Sebagai contoh, di Mataram diselenggarakan perayaan
sekaten untuk memperingati hari kelahiran Nabi Muhammad saw, dengan
membunyikan gamelan Kyai Nagawilaga dan Kyai Guntur Madu. Kemudian juga
diadakan upacara grebeg. Grebeg diadakan tiga kali dalam satu tahun,
yaitu setiap tanggal 10 Dzulliijah (Idul Adha), 1 Syawal (Idul Fitri),
dan tanggal 12 Rabiulawal (Maulid Nabi). Bentuk dan kegiatan upacara
grebeg adalah mengarak gunungan dari keraton ke depan masjid agung.
Gunungan biasanya dibuat dari berbagai makanan, kue, dan hasil bumi yang
dibentuk menyerupai gunung. Upacara grebeg merupakan sedekah sebagai
rasa syukur dari raja kepada Tuhan Yang Maha Esa dan juga sebagai
pembuktian kesetiaan para bupati dan punggawa kerajaan kepada rajanya.

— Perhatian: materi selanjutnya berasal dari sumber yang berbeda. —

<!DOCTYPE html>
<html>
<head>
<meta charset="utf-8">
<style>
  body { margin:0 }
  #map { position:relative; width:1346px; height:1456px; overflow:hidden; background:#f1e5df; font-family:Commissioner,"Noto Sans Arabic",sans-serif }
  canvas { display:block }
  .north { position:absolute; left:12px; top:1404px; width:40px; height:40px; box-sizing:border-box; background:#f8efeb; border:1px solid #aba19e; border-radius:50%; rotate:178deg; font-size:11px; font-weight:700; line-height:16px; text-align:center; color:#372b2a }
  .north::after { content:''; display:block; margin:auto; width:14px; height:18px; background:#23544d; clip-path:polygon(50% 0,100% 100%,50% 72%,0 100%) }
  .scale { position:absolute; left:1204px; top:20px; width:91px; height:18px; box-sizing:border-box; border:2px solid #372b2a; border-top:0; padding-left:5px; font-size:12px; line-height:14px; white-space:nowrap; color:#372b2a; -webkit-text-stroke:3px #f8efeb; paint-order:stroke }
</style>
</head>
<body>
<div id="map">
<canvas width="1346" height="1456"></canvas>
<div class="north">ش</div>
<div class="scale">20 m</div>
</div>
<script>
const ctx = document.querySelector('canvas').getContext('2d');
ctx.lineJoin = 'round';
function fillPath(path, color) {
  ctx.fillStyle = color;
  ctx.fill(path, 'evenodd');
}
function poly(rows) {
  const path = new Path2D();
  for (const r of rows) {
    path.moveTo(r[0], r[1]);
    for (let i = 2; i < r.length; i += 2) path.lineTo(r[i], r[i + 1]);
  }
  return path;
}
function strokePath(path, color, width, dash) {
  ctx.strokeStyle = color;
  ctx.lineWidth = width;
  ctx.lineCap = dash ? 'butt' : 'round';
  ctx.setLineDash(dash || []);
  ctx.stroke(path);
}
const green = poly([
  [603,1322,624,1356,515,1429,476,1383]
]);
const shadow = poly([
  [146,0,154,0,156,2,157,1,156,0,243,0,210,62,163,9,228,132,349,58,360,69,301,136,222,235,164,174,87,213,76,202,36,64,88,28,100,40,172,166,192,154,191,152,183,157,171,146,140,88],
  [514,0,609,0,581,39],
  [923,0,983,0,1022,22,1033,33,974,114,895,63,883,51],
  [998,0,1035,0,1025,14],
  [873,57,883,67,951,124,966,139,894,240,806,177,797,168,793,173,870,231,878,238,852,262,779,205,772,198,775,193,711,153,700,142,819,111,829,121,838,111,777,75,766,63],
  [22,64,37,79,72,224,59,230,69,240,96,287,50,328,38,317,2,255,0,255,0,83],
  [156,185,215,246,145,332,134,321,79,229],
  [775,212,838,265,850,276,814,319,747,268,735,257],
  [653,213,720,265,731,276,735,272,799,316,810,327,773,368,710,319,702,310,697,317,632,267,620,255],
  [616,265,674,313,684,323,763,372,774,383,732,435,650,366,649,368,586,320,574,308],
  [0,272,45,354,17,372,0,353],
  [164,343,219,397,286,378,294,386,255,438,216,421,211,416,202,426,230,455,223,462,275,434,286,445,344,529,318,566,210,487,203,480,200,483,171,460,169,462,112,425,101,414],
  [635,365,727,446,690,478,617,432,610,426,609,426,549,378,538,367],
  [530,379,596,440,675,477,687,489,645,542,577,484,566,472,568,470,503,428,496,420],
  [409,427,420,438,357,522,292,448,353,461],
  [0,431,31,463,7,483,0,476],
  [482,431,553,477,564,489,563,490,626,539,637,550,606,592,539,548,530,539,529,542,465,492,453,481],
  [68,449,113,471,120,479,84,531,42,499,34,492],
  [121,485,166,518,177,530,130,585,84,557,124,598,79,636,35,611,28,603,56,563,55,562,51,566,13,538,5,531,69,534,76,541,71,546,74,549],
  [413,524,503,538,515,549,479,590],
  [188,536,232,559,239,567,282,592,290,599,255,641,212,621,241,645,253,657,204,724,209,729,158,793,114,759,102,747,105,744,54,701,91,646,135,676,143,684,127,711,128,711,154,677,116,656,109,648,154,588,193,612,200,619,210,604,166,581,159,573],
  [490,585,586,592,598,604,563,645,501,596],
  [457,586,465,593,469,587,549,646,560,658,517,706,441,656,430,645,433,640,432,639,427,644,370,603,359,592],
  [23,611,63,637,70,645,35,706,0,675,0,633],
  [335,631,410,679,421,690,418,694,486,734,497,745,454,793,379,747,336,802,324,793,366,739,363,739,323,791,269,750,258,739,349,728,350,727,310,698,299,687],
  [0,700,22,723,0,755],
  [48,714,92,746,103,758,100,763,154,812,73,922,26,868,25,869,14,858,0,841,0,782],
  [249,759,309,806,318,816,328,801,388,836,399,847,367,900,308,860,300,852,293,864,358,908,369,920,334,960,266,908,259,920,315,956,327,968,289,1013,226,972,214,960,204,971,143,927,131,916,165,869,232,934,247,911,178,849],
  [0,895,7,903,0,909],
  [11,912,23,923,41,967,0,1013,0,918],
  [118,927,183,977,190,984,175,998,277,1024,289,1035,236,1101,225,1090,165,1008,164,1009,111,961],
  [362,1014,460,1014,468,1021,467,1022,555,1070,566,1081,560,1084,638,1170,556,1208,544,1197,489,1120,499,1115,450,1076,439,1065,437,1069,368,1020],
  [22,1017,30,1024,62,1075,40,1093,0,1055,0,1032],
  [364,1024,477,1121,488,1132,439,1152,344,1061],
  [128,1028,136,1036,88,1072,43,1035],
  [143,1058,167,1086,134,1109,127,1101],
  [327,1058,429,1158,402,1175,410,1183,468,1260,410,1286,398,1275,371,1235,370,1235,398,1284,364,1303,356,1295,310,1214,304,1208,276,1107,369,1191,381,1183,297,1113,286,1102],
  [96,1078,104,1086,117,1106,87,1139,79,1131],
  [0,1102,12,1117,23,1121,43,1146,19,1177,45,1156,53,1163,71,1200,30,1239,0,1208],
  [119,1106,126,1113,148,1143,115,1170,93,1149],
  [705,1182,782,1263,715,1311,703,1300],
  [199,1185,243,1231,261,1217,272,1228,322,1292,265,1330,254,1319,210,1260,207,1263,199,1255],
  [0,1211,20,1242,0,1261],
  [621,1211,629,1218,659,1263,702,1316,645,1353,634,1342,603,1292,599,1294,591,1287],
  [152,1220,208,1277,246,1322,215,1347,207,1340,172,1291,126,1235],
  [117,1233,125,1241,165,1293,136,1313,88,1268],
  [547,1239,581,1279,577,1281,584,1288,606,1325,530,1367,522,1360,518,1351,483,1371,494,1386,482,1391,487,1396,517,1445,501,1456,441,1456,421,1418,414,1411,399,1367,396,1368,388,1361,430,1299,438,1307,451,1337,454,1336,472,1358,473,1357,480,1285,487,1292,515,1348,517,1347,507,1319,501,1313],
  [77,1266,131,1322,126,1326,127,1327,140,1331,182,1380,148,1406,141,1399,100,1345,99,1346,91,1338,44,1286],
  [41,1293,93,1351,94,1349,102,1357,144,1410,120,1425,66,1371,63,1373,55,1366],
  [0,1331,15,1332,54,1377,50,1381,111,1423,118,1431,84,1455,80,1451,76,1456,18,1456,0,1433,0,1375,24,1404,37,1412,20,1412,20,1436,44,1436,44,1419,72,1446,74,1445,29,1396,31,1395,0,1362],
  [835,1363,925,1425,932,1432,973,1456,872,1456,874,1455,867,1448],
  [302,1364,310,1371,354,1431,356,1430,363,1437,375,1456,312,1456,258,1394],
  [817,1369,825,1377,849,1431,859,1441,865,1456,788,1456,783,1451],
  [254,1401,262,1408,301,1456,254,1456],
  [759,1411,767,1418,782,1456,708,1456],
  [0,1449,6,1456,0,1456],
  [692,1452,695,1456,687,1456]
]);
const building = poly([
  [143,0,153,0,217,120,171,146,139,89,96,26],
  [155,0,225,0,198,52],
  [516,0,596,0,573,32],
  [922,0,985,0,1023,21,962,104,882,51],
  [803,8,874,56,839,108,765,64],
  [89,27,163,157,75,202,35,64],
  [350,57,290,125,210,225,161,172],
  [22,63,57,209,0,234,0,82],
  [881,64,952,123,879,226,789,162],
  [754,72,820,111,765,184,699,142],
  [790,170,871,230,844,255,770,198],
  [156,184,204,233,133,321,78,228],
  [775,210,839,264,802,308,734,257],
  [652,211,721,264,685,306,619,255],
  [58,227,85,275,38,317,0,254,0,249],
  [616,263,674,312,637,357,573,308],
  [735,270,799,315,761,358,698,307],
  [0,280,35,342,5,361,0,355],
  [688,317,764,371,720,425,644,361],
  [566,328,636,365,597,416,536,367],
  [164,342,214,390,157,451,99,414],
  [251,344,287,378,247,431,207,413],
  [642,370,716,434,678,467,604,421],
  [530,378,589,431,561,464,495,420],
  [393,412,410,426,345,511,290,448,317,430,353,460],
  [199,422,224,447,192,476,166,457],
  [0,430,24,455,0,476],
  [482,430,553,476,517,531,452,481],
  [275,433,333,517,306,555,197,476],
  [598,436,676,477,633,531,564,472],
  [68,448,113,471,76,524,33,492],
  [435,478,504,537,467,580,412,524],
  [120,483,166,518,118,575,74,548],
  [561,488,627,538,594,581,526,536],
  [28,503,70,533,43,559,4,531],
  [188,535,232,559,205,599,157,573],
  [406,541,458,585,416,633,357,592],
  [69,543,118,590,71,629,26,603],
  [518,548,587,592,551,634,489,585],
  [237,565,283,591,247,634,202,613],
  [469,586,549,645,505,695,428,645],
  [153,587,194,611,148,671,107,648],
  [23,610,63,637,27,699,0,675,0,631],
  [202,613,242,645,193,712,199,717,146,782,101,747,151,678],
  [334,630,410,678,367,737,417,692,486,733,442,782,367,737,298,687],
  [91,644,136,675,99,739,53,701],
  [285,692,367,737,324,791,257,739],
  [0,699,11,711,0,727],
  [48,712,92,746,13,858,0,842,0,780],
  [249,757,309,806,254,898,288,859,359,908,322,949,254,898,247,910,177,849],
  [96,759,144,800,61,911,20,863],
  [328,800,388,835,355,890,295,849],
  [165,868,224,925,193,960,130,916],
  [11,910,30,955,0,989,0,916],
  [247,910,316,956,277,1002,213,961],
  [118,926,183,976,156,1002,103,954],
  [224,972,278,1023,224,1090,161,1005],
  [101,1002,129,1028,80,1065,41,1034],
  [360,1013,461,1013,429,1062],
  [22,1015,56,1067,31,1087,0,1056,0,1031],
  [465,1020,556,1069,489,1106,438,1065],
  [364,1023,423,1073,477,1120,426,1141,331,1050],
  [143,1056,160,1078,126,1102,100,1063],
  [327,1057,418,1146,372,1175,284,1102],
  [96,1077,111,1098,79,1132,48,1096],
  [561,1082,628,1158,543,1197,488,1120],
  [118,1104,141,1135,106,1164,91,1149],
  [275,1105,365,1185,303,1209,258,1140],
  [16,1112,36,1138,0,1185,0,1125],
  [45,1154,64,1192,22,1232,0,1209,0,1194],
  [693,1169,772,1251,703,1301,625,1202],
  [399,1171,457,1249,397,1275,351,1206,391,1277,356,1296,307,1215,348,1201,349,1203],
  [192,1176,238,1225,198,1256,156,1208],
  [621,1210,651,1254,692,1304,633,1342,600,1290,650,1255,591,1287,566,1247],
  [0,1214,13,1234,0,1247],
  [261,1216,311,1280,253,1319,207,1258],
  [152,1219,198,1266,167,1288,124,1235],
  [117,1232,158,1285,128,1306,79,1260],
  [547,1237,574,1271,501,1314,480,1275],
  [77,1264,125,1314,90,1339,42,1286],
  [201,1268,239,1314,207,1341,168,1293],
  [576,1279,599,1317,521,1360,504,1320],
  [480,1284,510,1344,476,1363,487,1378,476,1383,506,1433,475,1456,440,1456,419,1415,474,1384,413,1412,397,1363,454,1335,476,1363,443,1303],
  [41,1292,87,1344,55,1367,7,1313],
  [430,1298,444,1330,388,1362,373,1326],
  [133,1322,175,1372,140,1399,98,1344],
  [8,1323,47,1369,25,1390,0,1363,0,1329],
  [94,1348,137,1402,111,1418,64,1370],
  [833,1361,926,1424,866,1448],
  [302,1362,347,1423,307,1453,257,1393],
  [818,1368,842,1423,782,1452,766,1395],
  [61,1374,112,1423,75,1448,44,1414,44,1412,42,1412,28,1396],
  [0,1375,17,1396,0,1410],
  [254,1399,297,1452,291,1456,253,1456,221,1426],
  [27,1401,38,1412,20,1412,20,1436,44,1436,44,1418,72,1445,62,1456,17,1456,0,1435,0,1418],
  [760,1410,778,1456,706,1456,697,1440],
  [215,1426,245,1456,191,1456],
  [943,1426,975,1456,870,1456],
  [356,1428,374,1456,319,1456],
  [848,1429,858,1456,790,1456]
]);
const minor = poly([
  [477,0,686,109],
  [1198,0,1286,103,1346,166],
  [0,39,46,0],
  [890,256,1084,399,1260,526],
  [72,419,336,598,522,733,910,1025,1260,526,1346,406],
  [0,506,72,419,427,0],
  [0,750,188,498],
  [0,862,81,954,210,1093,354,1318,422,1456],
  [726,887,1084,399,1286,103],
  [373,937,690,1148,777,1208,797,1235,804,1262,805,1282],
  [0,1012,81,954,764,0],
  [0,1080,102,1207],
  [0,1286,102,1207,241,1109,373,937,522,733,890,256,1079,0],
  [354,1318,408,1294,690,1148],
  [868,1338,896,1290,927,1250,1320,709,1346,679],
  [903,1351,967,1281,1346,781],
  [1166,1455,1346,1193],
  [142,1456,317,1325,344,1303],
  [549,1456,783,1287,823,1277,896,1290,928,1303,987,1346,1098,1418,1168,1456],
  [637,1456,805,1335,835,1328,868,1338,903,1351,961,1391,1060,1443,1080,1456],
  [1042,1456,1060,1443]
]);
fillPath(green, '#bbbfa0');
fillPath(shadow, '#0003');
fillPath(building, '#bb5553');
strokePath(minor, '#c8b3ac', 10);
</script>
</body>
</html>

Sultan Agung wafat pada 1645. Ia dimakamkan di Bukit Imogiri. Ia
digantikan oleh putranya yang bergelar Amangkurat I. Akan tetapi,
pribadi raja ini sangat berbeda dengan pribadi Sultan Agung. Amangkurat I
adalah seorang raja yang lemah, berpandangan sempit, dan sering
bertindak
kejam.
Mataram mengalami kemunduran apalagi adanya pengaruh VOC yang semakin
kuat. Dalam perkembangannya Kerajaan Mataram akhirnya dibagi dua
berdasarkan Perjanjian Giyanti (1755). Sebelah barat menjadi Kesultanan
Yogyakarta dan sebelah timur menjadi Kasunanan Surakarta.